[Stored items]

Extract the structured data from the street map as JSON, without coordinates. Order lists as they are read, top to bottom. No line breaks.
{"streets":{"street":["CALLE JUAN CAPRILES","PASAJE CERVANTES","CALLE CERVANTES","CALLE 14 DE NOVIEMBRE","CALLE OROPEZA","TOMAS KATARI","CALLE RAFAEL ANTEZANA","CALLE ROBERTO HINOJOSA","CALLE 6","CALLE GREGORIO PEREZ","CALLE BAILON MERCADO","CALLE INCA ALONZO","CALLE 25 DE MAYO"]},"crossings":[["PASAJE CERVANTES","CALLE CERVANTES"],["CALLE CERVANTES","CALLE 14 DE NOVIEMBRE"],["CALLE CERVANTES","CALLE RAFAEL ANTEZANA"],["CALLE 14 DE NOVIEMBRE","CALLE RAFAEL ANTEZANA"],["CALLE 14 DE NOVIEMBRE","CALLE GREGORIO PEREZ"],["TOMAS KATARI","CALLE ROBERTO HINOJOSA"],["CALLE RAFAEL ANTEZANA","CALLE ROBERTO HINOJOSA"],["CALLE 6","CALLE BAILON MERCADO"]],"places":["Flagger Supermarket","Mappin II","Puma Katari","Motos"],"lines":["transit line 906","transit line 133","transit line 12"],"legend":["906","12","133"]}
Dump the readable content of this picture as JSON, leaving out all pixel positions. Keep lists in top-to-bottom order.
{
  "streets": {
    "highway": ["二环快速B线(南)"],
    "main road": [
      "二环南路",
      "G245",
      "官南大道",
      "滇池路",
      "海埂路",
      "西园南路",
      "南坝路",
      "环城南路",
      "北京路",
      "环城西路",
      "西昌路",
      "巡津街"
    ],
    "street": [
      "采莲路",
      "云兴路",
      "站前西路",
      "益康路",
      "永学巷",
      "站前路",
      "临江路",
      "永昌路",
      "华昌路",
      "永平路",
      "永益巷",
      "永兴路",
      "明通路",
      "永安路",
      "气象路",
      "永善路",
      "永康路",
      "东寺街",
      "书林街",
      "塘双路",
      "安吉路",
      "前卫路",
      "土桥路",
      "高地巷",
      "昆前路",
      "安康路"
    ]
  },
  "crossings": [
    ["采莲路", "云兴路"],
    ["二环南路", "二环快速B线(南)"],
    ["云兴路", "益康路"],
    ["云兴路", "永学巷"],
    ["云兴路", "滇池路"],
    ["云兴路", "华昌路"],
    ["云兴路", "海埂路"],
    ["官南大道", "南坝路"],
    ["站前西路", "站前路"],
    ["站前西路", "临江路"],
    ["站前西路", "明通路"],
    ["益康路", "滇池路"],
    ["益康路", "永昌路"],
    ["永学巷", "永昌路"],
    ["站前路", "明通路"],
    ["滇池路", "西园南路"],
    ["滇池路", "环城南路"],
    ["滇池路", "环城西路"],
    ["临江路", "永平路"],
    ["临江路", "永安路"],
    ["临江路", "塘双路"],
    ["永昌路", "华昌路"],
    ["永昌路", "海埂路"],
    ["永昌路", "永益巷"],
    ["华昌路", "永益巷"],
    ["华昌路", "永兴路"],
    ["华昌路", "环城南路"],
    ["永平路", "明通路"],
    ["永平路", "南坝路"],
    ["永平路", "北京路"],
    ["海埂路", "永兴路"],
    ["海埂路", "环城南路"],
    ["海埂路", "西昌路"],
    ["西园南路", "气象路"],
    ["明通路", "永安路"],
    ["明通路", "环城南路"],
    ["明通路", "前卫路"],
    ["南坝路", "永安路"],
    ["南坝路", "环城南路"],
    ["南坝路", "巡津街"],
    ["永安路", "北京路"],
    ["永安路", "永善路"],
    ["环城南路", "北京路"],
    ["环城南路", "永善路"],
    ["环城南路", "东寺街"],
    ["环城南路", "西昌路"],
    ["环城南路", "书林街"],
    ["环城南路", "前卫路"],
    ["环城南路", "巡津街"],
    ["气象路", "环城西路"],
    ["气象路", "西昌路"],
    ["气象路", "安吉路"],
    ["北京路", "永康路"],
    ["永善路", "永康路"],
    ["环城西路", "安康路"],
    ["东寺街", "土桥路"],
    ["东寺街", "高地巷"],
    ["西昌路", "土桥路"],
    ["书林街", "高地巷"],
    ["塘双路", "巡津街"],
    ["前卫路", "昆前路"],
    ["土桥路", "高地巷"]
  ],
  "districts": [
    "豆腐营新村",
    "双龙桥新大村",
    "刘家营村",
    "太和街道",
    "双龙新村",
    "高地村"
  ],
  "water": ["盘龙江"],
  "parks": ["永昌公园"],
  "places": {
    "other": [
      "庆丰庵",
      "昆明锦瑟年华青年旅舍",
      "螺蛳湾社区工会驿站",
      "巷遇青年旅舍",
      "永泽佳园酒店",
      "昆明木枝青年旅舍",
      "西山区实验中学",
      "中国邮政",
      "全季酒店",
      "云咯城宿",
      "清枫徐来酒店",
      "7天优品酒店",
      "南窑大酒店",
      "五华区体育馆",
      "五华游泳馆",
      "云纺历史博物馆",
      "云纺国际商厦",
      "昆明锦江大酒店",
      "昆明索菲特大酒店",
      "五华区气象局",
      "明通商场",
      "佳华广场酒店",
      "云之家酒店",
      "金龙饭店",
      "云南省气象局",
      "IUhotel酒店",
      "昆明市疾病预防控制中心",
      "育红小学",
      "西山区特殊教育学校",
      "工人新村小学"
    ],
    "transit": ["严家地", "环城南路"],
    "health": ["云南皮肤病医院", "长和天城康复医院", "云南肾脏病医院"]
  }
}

WHAT YOU WILL DO
All of the data above is to be transcribed without alteration.

RESPONSE TO THE EXERCISE
Extract the structured data from the street map as JSON, without coordinates. Order lists as they are read, top to bottom. No line breaks.
{"streets":{"street":["CALLE JUAN CAPRILES","PASAJE CERVANTES","CALLE CERVANTES","CALLE 14 DE NOVIEMBRE","CALLE OROPEZA","TOMAS KATARI","CALLE RAFAEL ANTEZANA","CALLE ROBERTO HINOJOSA","CALLE 6","CALLE GREGORIO PEREZ","CALLE BAILON MERCADO","CALLE INCA ALONZO","CALLE 25 DE MAYO"]},"crossings":[["PASAJE CERVANTES","CALLE CERVANTES"],["CALLE CERVANTES","CALLE 14 DE NOVIEMBRE"],["CALLE CERVANTES","CALLE RAFAEL ANTEZANA"],["CALLE 14 DE NOVIEMBRE","CALLE RAFAEL ANTEZANA"],["CALLE 14 DE NOVIEMBRE","CALLE GREGORIO PEREZ"],["TOMAS KATARI","CALLE ROBERTO HINOJOSA"],["CALLE RAFAEL ANTEZANA","CALLE ROBERTO HINOJOSA"],["CALLE 6","CALLE BAILON MERCADO"]],"places":["Flagger Supermarket","Mappin II","Puma Katari","Motos"],"lines":["transit line 906","transit line 133","transit line 12"],"legend":["906","12","133"]}
Dump the readable content of this picture as JSON, leaving out all pixel positions. Keep lists in top-to-bottom order.
{
  "streets": {
    "highway": ["二环快速B线(南)"],
    "main road": [
      "二环南路",
      "G245",
      "官南大道",
      "滇池路",
      "海埂路",
      "西园南路",
      "南坝路",
      "环城南路",
      "北京路",
      "环城西路",
      "西昌路",
      "巡津街"
    ],
    "street": [
      "采莲路",
      "云兴路",
      "站前西路",
      "益康路",
      "永学巷",
      "站前路",
      "临江路",
      "永昌路",
      "华昌路",
      "永平路",
      "永益巷",
      "永兴路",
      "明通路",
      "永安路",
      "气象路",
      "永善路",
      "永康路",
      "东寺街",
      "书林街",
      "塘双路",
      "安吉路",
      "前卫路",
      "土桥路",
      "高地巷",
      "昆前路",
      "安康路"
    ]
  },
  "crossings": [
    ["采莲路", "云兴路"],
    ["二环南路", "二环快速B线(南)"],
    ["云兴路", "益康路"],
    ["云兴路", "永学巷"],
    ["云兴路", "滇池路"],
    ["云兴路", "华昌路"],
    ["云兴路", "海埂路"],
    ["官南大道", "南坝路"],
    ["站前西路", "站前路"],
    ["站前西路", "临江路"],
    ["站前西路", "明通路"],
    ["益康路", "滇池路"],
    ["益康路", "永昌路"],
    ["永学巷", "永昌路"],
    ["站前路", "明通路"],
    ["滇池路", "西园南路"],
    ["滇池路", "环城南路"],
    ["滇池路", "环城西路"],
    ["临江路", "永平路"],
    ["临江路", "永安路"],
    ["临江路", "塘双路"],
    ["永昌路", "华昌路"],
    ["永昌路", "海埂路"],
    ["永昌路", "永益巷"],
    ["华昌路", "永益巷"],
    ["华昌路", "永兴路"],
    ["华昌路", "环城南路"],
    ["永平路", "明通路"],
    ["永平路", "南坝路"],
    ["永平路", "北京路"],
    ["海埂路", "永兴路"],
    ["海埂路", "环城南路"],
    ["海埂路", "西昌路"],
    ["西园南路", "气象路"],
    ["明通路", "永安路"],
    ["明通路", "环城南路"],
    ["明通路", "前卫路"],
    ["南坝路", "永安路"],
    ["南坝路", "环城南路"],
    ["南坝路", "巡津街"],
    ["永安路", "北京路"],
    ["永安路", "永善路"],
    ["环城南路", "北京路"],
    ["环城南路", "永善路"],
    ["环城南路", "东寺街"],
    ["环城南路", "西昌路"],
    ["环城南路", "书林街"],
    ["环城南路", "前卫路"],
    ["环城南路", "巡津街"],
    ["气象路", "环城西路"],
    ["气象路", "西昌路"],
    ["气象路", "安吉路"],
    ["北京路", "永康路"],
    ["永善路", "永康路"],
    ["环城西路", "安康路"],
    ["东寺街", "土桥路"],
    ["东寺街", "高地巷"],
    ["西昌路", "土桥路"],
    ["书林街", "高地巷"],
    ["塘双路", "巡津街"],
    ["前卫路", "昆前路"],
    ["土桥路", "高地巷"]
  ],
  "districts": [
    "豆腐营新村",
    "双龙桥新大村",
    "刘家营村",
    "太和街道",
    "双龙新村",
    "高地村"
  ],
  "water": ["盘龙江"],
  "parks": ["永昌公园"],
  "places": {
    "other": [
      "庆丰庵",
      "昆明锦瑟年华青年旅舍",
      "螺蛳湾社区工会驿站",
      "巷遇青年旅舍",
      "永泽佳园酒店",
      "昆明木枝青年旅舍",
      "西山区实验中学",
      "中国邮政",
      "全季酒店",
      "云咯城宿",
      "清枫徐来酒店",
      "7天优品酒店",
      "南窑大酒店",
      "五华区体育馆",
      "五华游泳馆",
      "云纺历史博物馆",
      "云纺国际商厦",
      "昆明锦江大酒店",
      "昆明索菲特大酒店",
      "五华区气象局",
      "明通商场",
      "佳华广场酒店",
      "云之家酒店",
      "金龙饭店",
      "云南省气象局",
      "IUhotel酒店",
      "昆明市疾病预防控制中心",
      "育红小学",
      "西山区特殊教育学校",
      "工人新村小学"
    ],
    "transit": ["严家地", "环城南路"],
    "health": ["云南皮肤病医院", "长和天城康复医院", "云南肾脏病医院"]
  }
}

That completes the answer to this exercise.